Indagado se a Yamaha não conseguiu evoluir em nada ao longo do fim de semana, Maverick destacou que o time fez muitos testes e parecia ter encontrado um caminho, mas não conseguiu solucionar as dificuldades com o pneu traseiro.
 
“Nós provamos um montão de coisas e esta manhã parecia que tínhamos encontrado a chave para um bom resultado. Mas o meu problema não era com o pneu dianteiro. Se não fosse pelo pneu dianteiro, eu teria feito um resultado desastroso, muito pior do que fiz”, considerou. “Era o pneu traseiro, que em plena reta tinha spinning, até em quinta, não avançava. Cal tinha um pouco deste problema. Falo dele porque foi com quem rodei e foi o que vi. Abria o acelerador e a moto não avançava”, relatou.
 
Pisando em ovos para fugir do rótulo de ‘chorão’, Viñales reiterou que não quer ser o único a ficar reclamando o tempo todo, mas reforçou que não vê a Yamaha como responsável pela atuação do fim de semana.
 
“Eu também não quero me queixar sempre, parece que na MotoGP eu sou o único que se queixa. Não é assim. No fim, não creio que a minha moto vai bem em Mugello e não aqui. Não pode ser. Não quando a Yamaha é a moto mais estável que conduzi na vida.

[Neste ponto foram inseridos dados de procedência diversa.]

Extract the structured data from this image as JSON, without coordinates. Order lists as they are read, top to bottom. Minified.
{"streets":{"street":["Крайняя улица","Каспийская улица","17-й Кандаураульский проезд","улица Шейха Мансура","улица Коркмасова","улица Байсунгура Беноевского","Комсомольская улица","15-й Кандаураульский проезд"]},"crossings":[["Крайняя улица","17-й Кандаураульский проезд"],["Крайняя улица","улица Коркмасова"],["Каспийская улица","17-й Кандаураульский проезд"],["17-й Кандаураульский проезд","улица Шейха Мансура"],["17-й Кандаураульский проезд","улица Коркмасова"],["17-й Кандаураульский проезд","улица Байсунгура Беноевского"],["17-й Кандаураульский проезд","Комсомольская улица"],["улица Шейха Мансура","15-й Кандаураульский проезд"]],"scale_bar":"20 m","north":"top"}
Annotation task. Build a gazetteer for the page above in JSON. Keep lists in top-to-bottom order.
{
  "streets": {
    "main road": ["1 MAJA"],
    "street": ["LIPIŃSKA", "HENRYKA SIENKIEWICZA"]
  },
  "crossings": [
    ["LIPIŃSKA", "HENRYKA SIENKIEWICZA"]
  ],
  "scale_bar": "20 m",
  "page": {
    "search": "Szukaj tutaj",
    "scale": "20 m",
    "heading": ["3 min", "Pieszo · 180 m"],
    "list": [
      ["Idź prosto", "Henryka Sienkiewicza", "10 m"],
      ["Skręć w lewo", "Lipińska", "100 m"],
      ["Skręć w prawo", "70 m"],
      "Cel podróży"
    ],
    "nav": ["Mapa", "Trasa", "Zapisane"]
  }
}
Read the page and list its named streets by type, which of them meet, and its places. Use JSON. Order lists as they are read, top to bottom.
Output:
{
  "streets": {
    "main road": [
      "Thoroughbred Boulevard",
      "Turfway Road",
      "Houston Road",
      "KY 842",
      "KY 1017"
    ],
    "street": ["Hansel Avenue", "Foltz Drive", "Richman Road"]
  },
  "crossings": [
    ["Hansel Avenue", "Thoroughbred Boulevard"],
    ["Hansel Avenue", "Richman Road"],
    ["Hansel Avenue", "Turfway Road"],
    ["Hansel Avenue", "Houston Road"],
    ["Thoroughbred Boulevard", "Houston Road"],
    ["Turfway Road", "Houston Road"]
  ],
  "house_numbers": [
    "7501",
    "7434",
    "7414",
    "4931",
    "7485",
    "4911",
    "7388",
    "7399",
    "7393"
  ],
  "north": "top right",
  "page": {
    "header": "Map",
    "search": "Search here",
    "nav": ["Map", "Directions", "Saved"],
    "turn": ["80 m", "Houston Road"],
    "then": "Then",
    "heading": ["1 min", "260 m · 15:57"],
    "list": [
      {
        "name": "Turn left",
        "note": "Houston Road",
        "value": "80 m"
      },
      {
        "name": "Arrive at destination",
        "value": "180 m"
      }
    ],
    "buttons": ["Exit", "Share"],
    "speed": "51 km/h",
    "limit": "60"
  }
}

Aqui parecia impossível de pilotar”, declarou.
 
Restando duas provas para o fim da primeira metade da temporada, Viñales reconheceu que o revés de Montmeló vai forçá-lo a modificar sua estratégia.
 
“Resultados como o de hoje te obrigam a ser agressivo e a vencer quando vai para a pista, não a conservar ou somar alguns pontos”, afirmou. “Agora tenho de ser mais agressivo do que nunca nas próximas corridas”, prometeu.
 
Por fim, ao ser perguntado se teme que as críticas abalem sua relação com a Michelin, Viñales afirmou que não pode se calar, já que tem de justificar sua performance.
 
“Tenho de dizer alguma coisa, não posso ficar aqui e dizer que não aconteceu nada, que a moto está perfeita e estou em décimo. Não é assim. Quando existem problemas, existem problemas, e é preciso dizer isso. E as pessoas também têm de saber porque fizemos esta resultado”, alegou. “Nem tudo é porque nossa moto não vai. Não me parece, não pode ser que seja a melhor moto do Mundial em Le Mans. Em Mugello, olhando agora, talvez eu devesse ter arriscado mais. Chegamos aqui e, de todas, é a minha moto que vai pior. Não é assim, não é assim. Me sinto frustrado com isso”, concluiu.